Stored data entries
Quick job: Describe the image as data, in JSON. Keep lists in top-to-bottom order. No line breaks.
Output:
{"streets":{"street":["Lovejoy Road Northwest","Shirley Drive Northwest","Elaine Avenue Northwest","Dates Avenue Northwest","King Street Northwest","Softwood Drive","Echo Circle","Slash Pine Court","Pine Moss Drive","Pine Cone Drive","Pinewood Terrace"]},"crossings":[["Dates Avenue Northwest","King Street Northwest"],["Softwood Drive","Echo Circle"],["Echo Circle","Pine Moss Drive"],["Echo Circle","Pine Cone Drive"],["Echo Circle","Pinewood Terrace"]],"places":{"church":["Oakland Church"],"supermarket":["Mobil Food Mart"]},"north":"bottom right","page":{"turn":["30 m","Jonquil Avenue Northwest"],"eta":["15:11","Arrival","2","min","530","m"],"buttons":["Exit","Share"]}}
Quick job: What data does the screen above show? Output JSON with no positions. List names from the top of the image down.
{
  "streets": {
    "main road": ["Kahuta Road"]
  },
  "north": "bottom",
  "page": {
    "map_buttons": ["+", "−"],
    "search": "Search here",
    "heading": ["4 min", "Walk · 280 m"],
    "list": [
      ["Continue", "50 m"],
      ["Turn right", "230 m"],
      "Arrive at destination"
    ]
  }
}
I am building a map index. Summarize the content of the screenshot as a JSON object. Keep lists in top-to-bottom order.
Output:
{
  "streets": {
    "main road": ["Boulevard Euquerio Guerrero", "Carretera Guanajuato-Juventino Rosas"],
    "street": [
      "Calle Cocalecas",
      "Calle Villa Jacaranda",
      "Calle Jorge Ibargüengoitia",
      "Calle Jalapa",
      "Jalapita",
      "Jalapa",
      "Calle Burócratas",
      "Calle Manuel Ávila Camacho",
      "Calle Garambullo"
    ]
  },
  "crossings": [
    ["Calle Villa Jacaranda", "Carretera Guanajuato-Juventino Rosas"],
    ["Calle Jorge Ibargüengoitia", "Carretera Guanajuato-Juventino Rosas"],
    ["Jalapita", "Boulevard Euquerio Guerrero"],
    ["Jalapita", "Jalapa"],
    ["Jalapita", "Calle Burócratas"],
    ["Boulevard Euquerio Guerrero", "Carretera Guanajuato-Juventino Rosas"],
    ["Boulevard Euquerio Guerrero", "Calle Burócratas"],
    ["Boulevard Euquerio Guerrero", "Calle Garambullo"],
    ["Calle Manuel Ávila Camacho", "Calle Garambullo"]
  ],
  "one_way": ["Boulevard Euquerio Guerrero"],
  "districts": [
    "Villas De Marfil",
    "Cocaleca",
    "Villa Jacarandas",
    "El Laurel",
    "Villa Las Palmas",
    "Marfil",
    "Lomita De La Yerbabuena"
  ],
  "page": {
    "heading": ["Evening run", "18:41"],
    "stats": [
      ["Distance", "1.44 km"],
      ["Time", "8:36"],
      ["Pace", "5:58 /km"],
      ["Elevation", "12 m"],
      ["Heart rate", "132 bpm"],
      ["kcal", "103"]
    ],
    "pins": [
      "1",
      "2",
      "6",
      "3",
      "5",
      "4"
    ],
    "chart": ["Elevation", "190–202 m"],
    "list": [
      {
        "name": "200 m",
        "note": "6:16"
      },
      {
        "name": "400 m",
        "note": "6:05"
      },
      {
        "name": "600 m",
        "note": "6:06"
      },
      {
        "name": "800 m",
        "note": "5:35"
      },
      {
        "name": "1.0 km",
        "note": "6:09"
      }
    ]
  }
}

■ Action item ■
Copy out each line of the data above, exactly, if it lies between the line holding "Quick job: What" and the line holding "I am building", inclusive; copy no other line.

■ Solved exercise ■
Quick job: What data does the screen above show? Output JSON with no positions. List names from the top of the image down.
{
  "streets": {
    "main road": ["Kahuta Road"]
  },
  "north": "bottom",
  "page": {
    "map_buttons": ["+", "−"],
    "search": "Search here",
    "heading": ["4 min", "Walk · 280 m"],
    "list": [
      ["Continue", "50 m"],
      ["Turn right", "230 m"],
      "Arrive at destination"
    ]
  }
}
I am building a map index. Summarize the content of the screenshot as a JSON object. Keep lists in top-to-bottom order.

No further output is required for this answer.